__Action item__:
Extract all lines that hold "linejoin" from the records below.

__Task material__:

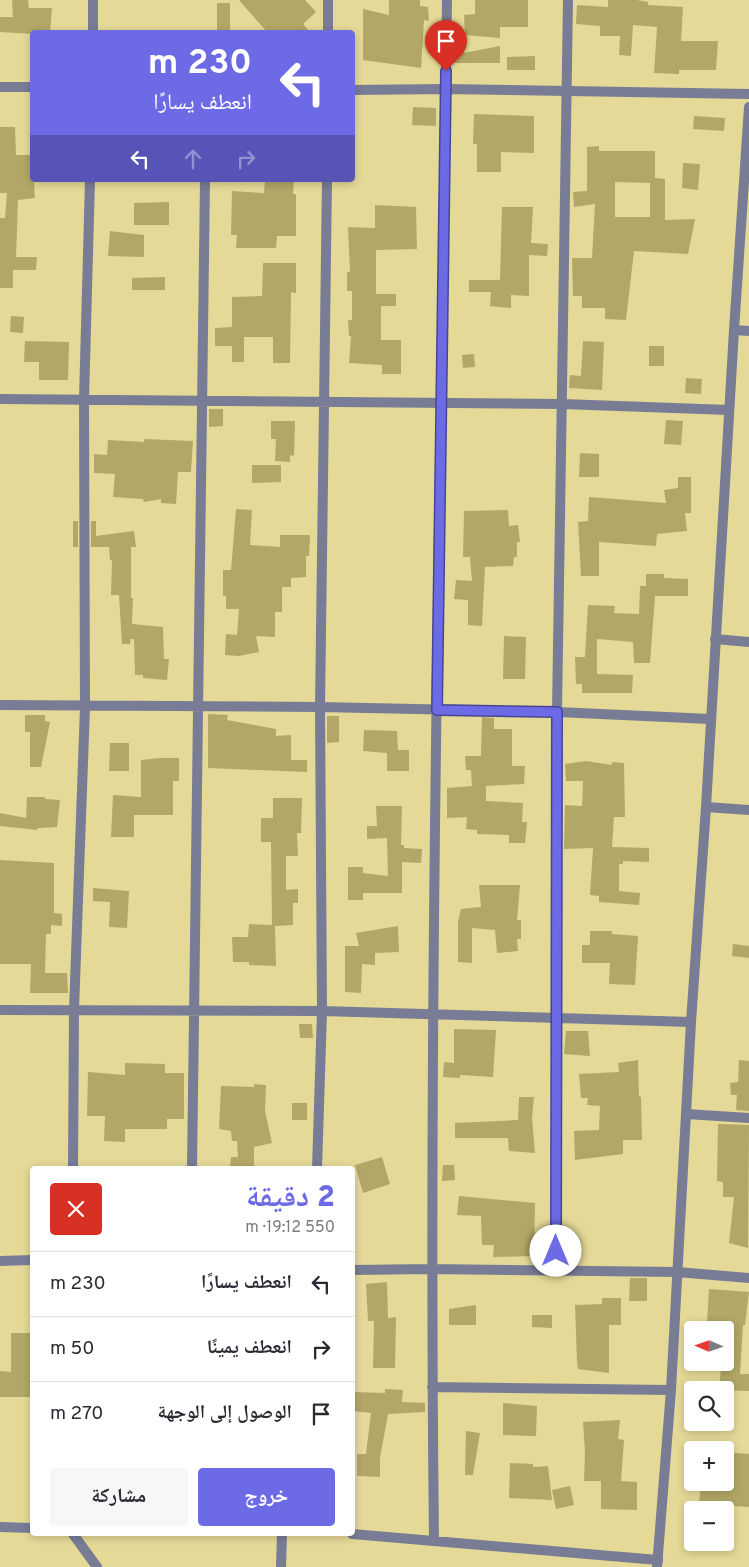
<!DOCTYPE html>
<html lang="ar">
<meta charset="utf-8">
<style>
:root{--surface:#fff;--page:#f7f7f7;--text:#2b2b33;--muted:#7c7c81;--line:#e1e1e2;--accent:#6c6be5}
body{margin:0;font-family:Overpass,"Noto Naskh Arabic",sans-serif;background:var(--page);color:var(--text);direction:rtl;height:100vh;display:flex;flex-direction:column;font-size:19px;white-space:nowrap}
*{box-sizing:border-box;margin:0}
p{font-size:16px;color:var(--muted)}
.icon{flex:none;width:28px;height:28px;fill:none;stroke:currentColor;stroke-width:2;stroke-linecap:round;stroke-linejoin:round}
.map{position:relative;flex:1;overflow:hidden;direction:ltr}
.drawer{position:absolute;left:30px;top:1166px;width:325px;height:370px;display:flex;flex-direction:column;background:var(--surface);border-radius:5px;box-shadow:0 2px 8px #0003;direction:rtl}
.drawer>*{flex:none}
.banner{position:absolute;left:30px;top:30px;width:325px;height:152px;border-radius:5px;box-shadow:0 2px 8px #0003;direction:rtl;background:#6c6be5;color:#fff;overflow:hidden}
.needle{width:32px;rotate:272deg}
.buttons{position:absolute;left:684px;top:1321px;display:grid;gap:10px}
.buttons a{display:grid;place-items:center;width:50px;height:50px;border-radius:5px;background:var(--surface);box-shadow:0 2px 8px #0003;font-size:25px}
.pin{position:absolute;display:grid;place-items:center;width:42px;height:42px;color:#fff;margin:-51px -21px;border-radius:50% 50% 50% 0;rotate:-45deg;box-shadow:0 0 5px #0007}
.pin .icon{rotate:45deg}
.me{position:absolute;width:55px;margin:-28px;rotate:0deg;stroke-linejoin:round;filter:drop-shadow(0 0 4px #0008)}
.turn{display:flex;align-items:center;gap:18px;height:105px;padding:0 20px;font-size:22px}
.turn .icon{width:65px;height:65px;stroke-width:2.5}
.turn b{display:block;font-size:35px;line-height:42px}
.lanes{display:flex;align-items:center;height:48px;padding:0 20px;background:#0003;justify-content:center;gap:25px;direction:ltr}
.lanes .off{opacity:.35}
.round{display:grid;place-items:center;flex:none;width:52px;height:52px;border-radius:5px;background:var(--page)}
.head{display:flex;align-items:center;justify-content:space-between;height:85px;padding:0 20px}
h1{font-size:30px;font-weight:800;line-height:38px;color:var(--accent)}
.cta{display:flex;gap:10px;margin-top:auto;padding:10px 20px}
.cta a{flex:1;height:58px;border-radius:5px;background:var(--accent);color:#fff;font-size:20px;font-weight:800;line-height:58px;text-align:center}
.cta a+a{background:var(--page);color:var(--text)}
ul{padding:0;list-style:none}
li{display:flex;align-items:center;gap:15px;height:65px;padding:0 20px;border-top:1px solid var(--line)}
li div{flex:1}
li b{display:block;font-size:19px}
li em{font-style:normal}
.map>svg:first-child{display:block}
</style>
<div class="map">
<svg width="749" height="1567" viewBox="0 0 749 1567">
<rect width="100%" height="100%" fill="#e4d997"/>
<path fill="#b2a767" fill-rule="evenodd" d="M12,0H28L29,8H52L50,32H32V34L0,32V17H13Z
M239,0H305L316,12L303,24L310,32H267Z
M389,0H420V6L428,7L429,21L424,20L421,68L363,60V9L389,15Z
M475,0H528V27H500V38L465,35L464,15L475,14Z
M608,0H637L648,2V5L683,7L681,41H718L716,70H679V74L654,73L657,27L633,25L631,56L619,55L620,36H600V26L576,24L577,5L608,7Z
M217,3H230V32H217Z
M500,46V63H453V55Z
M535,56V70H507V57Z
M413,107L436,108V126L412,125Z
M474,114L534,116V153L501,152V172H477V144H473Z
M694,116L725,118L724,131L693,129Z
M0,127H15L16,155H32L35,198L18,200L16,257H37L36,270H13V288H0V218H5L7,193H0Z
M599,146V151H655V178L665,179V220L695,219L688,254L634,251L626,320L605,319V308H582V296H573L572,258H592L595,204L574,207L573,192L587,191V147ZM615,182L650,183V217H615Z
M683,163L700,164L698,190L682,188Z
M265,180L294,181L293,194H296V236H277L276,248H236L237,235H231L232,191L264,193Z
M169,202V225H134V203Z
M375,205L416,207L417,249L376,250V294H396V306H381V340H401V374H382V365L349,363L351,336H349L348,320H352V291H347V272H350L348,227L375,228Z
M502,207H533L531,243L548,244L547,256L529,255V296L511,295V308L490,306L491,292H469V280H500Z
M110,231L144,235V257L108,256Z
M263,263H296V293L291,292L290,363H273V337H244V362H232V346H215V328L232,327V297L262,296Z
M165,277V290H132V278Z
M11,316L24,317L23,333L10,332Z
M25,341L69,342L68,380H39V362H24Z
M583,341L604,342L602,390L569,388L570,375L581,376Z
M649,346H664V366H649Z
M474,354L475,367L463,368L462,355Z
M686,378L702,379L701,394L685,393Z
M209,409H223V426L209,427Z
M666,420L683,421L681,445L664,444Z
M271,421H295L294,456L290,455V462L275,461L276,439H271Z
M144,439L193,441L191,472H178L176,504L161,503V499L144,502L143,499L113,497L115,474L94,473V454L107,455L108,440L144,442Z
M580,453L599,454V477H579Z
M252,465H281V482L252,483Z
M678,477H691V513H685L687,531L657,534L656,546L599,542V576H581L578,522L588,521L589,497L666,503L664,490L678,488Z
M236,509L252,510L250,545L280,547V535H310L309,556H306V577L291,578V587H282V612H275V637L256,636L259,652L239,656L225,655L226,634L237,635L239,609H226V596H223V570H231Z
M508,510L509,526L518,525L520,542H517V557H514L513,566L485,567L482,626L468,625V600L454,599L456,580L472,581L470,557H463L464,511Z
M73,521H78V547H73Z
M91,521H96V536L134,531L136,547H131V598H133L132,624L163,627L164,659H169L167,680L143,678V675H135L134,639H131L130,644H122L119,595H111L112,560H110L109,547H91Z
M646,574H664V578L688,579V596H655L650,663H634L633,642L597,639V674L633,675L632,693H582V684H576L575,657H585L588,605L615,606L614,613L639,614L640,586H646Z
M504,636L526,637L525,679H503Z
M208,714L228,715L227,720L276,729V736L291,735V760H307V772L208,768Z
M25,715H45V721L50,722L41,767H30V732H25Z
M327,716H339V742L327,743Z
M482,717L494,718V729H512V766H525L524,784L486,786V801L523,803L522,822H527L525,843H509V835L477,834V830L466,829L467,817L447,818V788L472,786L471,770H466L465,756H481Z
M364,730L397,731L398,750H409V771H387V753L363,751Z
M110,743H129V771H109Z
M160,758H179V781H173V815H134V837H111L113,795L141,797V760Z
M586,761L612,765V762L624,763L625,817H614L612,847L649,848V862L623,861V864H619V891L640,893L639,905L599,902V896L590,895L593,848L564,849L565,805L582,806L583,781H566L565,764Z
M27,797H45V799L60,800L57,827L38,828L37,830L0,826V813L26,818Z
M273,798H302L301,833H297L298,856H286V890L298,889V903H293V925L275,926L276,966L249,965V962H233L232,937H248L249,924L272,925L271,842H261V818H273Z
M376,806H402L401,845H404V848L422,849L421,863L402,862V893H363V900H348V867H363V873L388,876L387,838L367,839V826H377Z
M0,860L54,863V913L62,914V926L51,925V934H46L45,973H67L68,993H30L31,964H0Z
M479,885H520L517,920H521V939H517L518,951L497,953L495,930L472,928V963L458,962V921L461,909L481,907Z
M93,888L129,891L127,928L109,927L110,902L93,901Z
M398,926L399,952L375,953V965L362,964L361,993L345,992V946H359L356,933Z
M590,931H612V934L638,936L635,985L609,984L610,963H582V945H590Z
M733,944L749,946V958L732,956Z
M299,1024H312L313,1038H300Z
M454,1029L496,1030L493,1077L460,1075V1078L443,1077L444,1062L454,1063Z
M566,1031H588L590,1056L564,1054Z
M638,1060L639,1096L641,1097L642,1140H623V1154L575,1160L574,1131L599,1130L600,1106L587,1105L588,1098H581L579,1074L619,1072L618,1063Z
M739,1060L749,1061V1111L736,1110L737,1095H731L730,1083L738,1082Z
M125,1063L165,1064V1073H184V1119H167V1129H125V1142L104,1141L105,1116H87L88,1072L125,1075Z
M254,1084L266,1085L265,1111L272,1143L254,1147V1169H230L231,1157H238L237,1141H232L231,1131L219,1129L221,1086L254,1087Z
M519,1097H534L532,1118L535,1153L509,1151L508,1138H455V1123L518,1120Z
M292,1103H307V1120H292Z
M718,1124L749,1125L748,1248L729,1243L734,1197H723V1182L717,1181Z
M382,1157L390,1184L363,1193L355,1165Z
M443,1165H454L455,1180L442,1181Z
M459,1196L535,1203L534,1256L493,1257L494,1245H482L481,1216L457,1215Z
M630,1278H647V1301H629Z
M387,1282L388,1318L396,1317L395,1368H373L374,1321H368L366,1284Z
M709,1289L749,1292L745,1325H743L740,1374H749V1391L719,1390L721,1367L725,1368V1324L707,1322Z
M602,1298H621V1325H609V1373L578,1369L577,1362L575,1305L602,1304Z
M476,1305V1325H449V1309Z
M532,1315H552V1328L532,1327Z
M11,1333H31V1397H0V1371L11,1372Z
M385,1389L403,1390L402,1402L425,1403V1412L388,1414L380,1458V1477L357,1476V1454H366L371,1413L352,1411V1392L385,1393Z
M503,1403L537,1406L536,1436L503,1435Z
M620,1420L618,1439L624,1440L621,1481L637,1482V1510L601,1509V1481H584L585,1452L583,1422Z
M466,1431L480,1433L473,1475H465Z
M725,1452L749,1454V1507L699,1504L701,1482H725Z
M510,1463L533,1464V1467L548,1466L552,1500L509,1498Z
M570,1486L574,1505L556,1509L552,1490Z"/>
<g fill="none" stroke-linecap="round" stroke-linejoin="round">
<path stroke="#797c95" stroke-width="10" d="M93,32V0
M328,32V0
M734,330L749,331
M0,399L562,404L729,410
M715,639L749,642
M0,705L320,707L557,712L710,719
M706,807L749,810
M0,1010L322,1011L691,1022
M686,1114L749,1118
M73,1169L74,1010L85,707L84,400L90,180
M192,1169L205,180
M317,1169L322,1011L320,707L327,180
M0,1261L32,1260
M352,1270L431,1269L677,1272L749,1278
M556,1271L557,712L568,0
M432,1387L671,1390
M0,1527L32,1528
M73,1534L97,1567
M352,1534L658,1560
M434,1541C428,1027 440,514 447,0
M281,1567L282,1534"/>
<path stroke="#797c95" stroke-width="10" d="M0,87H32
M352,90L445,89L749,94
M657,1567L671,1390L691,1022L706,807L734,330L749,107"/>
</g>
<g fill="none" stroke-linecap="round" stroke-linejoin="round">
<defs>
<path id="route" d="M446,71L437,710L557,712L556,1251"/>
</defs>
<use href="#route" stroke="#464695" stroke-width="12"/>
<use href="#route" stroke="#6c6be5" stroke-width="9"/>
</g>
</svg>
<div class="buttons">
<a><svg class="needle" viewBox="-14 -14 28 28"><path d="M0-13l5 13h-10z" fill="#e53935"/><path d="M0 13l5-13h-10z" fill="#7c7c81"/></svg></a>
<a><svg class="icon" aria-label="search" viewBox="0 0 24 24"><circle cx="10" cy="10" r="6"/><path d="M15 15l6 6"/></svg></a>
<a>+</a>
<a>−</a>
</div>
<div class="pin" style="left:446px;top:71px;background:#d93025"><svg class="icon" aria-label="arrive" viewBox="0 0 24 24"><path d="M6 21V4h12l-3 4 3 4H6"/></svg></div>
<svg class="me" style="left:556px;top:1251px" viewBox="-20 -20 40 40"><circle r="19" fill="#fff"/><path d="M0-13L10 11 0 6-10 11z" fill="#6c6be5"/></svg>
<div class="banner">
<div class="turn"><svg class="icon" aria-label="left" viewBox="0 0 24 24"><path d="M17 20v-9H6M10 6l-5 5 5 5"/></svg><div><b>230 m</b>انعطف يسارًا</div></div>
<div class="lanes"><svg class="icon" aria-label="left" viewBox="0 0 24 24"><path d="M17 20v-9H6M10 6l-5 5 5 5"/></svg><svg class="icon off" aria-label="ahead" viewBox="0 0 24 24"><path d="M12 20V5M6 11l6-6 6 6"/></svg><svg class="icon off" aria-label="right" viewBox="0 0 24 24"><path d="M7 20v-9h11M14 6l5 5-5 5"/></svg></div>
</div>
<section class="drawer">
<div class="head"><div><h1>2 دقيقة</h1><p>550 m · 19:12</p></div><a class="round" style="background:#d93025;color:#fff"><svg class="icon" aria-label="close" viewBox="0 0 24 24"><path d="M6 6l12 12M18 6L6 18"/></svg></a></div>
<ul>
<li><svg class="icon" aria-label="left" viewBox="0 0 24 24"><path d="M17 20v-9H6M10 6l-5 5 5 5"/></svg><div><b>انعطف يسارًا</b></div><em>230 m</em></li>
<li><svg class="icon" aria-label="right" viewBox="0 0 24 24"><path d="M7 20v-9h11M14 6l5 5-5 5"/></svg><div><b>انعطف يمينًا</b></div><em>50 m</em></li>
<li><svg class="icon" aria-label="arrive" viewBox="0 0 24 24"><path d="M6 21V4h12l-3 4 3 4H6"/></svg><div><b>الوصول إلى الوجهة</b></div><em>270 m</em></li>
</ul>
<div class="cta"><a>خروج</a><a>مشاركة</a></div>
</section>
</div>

__Your solution__:
.icon{flex:none;width:28px;height:28px;fill:none;stroke:currentColor;stroke-width:2;stroke-linecap:round;stroke-linejoin:round}
.me{position:absolute;width:55px;margin:-28px;rotate:0deg;stroke-linejoin:round;filter:drop-shadow(0 0 4px #0008)}
<g fill="none" stroke-linecap="round" stroke-linejoin="round">
<g fill="none" stroke-linecap="round" stroke-linejoin="round">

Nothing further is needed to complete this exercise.